In the afternoon, it was cool and humid without even a breath of wind. Although the sky threatened rain in a misty pall which hung over the tops of the hills that surrounded the little valley, Jackie maintained a cynical view of the situation. Autumn, she felt, was actually a male season: just because it promised to do something didn’t mean it would definitely make good on said promise. It was more likely to run off on you and set up house with a languid little summer layabout and not pay maintenance for six months.
Of course, Jackie did admit to being slightly jaded in terms of seasons, but she claimed thorough understanding of the ways of men. And why shouldn’t she? She’d been through quite a few of them in her time. The first had been a disaster of tragic first love and an agony of divorce. He had given her a fairly benign STD and she had settled for not much more in the divorce agreement.
Number Two hadn’t taken her quite so much by surprise, although Jackie had still been quite naively trusting in those days. His indiscretions had cost him their flat, one of the cars, and most of his company shares, (which Jackie smugly admitted had matured quite nicely in her portfolio). A much wiser female lawyer had been the deciding factor in that encounter, and Jackie had stuck with her through Numbers Three, Four, Five and finally Six, for whom her lawyer had drawn up the ANC. Six’s lawyer, however, had acted as executor of his estate when he finally pegged it from a heart attack, on top of his extremely surprised and even more extremely young PA. Jackie, having suspected it for months, could afford herself a small chuckle at Six’s favourite joke: when do you know your secretary is part of the furniture? When she’s been screwed on the desk.
From her previous three husbands, Jackie had gained a collection of status symbols: a rather expensive Tag Heuer watch, some heretofore undiscovered Beatles vinyl albums, mint condition and autographed by all of the Fab Four, a custom Harley Davidson Softtail, a custom Harley Davidson Road King plus two helmets and a tasselled leather jacket, some band T-shirts signed by members of Led Zeppelin, Pink Floyd and The Who, and (her personal favourite) the prototype Porsche 911 GT3. Since she didn’t really need the money Jackie had instead taken the most treasured possessions of each of her husbands, in the event of infidelity. After all, she believed in poetic justice.

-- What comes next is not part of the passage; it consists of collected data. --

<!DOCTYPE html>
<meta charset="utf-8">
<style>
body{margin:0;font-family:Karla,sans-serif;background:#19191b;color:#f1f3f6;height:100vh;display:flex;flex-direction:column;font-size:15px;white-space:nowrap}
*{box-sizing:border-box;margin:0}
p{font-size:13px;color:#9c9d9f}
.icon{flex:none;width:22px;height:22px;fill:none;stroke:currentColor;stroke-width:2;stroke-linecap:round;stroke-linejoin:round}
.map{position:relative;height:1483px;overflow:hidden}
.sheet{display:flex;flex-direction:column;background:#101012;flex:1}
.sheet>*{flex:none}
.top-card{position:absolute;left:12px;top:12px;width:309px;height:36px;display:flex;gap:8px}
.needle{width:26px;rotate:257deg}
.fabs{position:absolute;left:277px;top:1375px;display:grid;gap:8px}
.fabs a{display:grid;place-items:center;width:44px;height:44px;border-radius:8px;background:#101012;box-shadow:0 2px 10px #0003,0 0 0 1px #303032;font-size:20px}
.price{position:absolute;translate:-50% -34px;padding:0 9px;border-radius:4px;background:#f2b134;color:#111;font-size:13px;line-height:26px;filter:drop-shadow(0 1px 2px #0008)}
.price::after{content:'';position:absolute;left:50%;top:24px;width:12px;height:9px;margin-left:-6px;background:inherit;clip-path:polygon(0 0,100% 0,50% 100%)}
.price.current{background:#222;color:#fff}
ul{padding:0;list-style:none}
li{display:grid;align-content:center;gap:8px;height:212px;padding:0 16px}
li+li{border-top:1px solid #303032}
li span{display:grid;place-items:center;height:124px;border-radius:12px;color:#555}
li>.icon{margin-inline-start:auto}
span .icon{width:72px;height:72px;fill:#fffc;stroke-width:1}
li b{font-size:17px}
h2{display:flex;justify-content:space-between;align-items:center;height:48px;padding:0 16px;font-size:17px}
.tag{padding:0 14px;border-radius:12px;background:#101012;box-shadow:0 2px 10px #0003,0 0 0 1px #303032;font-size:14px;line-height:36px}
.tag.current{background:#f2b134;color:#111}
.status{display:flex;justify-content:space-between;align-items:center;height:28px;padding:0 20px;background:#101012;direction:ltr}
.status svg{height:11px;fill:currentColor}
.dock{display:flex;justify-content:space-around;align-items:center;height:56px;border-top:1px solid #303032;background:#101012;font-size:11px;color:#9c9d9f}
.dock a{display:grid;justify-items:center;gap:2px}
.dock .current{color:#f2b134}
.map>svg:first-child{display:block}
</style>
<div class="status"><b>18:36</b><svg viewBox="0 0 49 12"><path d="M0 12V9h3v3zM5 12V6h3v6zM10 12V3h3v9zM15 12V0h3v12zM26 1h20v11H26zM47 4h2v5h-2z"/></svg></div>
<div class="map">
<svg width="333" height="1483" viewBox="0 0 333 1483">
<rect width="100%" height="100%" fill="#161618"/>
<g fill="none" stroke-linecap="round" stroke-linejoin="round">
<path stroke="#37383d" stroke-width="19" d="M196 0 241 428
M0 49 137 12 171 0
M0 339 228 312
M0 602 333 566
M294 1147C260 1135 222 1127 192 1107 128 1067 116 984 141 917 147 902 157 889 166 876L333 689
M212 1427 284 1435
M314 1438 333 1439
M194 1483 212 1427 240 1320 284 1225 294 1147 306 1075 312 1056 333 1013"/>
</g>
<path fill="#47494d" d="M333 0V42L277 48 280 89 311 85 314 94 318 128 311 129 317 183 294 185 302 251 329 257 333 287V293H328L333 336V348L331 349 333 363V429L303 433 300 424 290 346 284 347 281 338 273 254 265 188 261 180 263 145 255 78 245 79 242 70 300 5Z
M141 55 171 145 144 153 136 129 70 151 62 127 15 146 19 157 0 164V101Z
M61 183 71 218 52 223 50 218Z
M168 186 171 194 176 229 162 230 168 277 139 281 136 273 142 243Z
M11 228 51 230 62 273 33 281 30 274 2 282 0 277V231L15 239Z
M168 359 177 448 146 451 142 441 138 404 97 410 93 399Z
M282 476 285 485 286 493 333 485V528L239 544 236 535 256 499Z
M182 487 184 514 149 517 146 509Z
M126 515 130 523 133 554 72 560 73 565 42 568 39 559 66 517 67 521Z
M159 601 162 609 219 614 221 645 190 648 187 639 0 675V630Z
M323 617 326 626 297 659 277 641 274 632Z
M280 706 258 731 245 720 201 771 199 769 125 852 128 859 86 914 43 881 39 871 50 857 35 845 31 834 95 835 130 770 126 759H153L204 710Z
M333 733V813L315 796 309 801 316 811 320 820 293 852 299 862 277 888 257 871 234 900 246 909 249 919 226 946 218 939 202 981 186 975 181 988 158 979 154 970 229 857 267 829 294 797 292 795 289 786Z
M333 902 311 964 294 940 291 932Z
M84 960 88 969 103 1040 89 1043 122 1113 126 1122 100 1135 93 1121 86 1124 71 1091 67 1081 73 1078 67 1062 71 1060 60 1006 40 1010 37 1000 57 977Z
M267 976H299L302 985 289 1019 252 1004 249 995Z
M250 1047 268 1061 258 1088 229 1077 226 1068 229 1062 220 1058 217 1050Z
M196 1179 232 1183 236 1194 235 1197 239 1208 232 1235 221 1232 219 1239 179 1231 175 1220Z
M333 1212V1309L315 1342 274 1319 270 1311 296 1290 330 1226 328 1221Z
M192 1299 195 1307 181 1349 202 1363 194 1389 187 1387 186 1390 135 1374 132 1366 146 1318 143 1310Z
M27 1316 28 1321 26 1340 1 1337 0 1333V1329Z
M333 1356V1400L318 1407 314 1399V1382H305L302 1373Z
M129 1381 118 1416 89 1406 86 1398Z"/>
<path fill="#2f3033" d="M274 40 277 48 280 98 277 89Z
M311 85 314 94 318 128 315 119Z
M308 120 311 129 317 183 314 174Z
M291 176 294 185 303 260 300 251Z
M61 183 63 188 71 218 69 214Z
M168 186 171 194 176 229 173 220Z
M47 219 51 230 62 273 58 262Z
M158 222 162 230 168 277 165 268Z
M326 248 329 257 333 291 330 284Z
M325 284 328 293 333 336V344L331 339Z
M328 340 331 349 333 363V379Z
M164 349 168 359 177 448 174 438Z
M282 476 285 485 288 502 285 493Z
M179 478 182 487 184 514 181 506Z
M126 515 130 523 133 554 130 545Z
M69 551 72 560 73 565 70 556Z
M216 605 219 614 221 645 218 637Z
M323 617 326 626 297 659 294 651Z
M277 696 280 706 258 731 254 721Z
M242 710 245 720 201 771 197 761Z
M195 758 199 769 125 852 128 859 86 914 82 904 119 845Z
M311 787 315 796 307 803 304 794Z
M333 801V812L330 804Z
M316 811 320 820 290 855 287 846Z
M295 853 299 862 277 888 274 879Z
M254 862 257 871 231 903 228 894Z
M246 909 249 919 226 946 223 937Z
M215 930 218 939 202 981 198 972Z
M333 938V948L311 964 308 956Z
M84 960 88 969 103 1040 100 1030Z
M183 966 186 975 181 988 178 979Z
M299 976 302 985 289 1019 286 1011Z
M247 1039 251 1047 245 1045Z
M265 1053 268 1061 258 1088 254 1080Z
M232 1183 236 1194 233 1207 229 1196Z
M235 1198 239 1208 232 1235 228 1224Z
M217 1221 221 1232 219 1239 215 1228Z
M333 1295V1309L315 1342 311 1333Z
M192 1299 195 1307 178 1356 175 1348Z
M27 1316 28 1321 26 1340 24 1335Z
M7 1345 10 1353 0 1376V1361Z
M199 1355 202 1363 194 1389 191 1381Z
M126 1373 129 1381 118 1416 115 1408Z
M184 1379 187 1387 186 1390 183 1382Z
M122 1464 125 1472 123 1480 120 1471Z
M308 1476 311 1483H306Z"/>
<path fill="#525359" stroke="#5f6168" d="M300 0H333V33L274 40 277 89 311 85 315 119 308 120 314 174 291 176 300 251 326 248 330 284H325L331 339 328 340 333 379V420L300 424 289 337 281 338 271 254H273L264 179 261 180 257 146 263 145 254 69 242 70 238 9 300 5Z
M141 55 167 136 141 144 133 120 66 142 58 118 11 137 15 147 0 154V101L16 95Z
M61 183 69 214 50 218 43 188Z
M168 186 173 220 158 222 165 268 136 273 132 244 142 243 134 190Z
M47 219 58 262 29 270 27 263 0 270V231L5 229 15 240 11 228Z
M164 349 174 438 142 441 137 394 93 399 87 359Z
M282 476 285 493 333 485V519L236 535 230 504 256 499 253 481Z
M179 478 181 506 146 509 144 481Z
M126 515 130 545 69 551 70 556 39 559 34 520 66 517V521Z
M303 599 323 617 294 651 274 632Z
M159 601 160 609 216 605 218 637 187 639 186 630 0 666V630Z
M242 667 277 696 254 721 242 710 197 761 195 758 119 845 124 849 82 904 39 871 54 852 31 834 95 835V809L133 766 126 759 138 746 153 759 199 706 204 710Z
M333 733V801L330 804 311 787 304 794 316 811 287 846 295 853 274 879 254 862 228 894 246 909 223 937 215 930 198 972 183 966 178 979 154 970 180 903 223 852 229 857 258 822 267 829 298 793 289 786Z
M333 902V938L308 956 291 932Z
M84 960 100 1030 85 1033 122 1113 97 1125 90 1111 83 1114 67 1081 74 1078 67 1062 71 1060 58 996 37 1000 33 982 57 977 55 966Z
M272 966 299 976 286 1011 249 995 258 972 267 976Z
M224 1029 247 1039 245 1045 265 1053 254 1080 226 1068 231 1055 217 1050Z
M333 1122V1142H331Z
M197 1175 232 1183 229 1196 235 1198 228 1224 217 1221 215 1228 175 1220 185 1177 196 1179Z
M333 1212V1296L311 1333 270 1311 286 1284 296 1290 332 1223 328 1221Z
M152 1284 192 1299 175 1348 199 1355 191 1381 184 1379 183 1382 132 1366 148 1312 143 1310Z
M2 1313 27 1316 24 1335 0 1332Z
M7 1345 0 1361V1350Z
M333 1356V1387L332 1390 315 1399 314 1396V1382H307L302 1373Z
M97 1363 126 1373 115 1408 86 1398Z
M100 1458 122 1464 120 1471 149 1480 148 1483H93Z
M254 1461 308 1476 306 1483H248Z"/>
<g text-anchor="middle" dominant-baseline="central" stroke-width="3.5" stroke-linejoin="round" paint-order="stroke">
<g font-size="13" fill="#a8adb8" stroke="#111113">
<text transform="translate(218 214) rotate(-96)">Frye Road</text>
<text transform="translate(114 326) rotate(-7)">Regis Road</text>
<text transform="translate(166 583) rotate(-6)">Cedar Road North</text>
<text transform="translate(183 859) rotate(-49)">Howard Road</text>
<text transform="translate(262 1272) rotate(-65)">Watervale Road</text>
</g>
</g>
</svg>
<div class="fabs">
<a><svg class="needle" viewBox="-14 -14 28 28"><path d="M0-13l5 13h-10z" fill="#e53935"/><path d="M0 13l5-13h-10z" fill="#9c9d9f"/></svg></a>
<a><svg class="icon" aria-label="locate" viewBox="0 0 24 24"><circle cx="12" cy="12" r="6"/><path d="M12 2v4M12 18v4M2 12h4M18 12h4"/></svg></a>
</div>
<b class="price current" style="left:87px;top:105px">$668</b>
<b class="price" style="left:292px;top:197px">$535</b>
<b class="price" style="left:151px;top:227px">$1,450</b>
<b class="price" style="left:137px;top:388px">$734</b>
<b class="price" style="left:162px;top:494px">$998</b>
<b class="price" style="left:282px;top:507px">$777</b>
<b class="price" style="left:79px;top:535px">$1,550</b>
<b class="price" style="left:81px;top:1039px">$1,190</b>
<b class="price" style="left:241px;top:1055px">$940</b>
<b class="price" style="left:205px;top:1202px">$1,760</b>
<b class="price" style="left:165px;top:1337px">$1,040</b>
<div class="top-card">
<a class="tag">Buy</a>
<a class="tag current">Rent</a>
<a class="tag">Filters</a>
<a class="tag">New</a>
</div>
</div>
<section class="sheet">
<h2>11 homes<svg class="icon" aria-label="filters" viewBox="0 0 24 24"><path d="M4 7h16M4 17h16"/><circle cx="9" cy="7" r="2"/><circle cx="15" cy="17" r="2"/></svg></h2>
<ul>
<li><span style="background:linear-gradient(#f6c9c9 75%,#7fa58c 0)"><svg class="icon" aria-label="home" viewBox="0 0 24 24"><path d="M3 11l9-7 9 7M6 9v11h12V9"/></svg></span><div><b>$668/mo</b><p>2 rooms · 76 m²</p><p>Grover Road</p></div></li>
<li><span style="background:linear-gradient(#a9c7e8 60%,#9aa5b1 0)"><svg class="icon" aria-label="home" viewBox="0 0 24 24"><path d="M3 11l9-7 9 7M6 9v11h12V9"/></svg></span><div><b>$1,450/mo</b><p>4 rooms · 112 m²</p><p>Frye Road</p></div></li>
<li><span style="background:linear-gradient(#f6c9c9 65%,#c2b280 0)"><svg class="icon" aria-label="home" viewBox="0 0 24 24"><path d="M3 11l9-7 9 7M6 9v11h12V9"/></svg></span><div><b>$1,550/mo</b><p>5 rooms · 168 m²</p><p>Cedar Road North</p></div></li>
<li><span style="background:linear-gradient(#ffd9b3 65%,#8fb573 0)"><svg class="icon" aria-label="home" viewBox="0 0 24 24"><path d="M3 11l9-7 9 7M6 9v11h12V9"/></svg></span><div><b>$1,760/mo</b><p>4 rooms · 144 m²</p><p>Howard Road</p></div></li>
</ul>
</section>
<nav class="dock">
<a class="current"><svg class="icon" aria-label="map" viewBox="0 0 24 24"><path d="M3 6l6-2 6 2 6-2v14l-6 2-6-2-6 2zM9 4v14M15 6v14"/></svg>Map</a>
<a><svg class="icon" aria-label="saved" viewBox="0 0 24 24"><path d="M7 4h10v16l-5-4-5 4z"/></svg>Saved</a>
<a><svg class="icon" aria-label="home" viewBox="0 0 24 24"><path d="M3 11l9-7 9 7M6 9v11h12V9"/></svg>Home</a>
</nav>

When Number Six kicked off his dancing clogs, Jackie had packed up her house and auctioned it off to the highest bidder, taking with her only a few clothes and other personal belongings. She had bought her smallholding here in the hills of Belland and now lived a relatively simple (and male-free) existence, keeping herself busy by breeding and showing birds and growing organic herbs. Not one of her neighbours knew her worth, and she enjoyed it that way, feeling more kindly-disposed towards people she knew she didn’t have to rely on for anything, and who had no reason to find excuses to rely on her. As far as they were concerned, Jackie was a slightly eccentric (and possibly lesbian, although she never had anyone there) widow who got by on what she made off her various farming enterprises.
As she looked out across the valley from her small stoep, she sipped a gin and tonic and mentally outlined her schedule for the following day. Mostly she did whatever took her fancy, but sometimes her labourers would take off and then she would have to fill in personally. Jackie grinned to herself when she considered what her society friends would have to say if they saw her, ankle deep in bird shit, wrestling with a water trough to free it from its moorings so she could clean and fill it. Of course, it was much easier to do the eccentric old lady thing in her herb garden, with her old white straw hat – a colonial staple – and her thousand-rand secateurs.
But Jackie had other things on her mind, and they soon overtook her musings. This new and incredibly appealing prospect, which had only recently presented itself – himself, she corrected – bore more consideration before she made any moves. Jackie hadn’t married for money, but she certainly had not failed to learn from whatever lessons life threw her way, and although she was still sprightly and in great physical health at fifty-eight, she also knew that she couldn’t afford to have any more of the crazier lessons thrown her way at her age. She would act with caution, as she had since she had discovered that Number Two was having it off with her cousin, six months after their honeymoon. Jackie was nobody’s fool.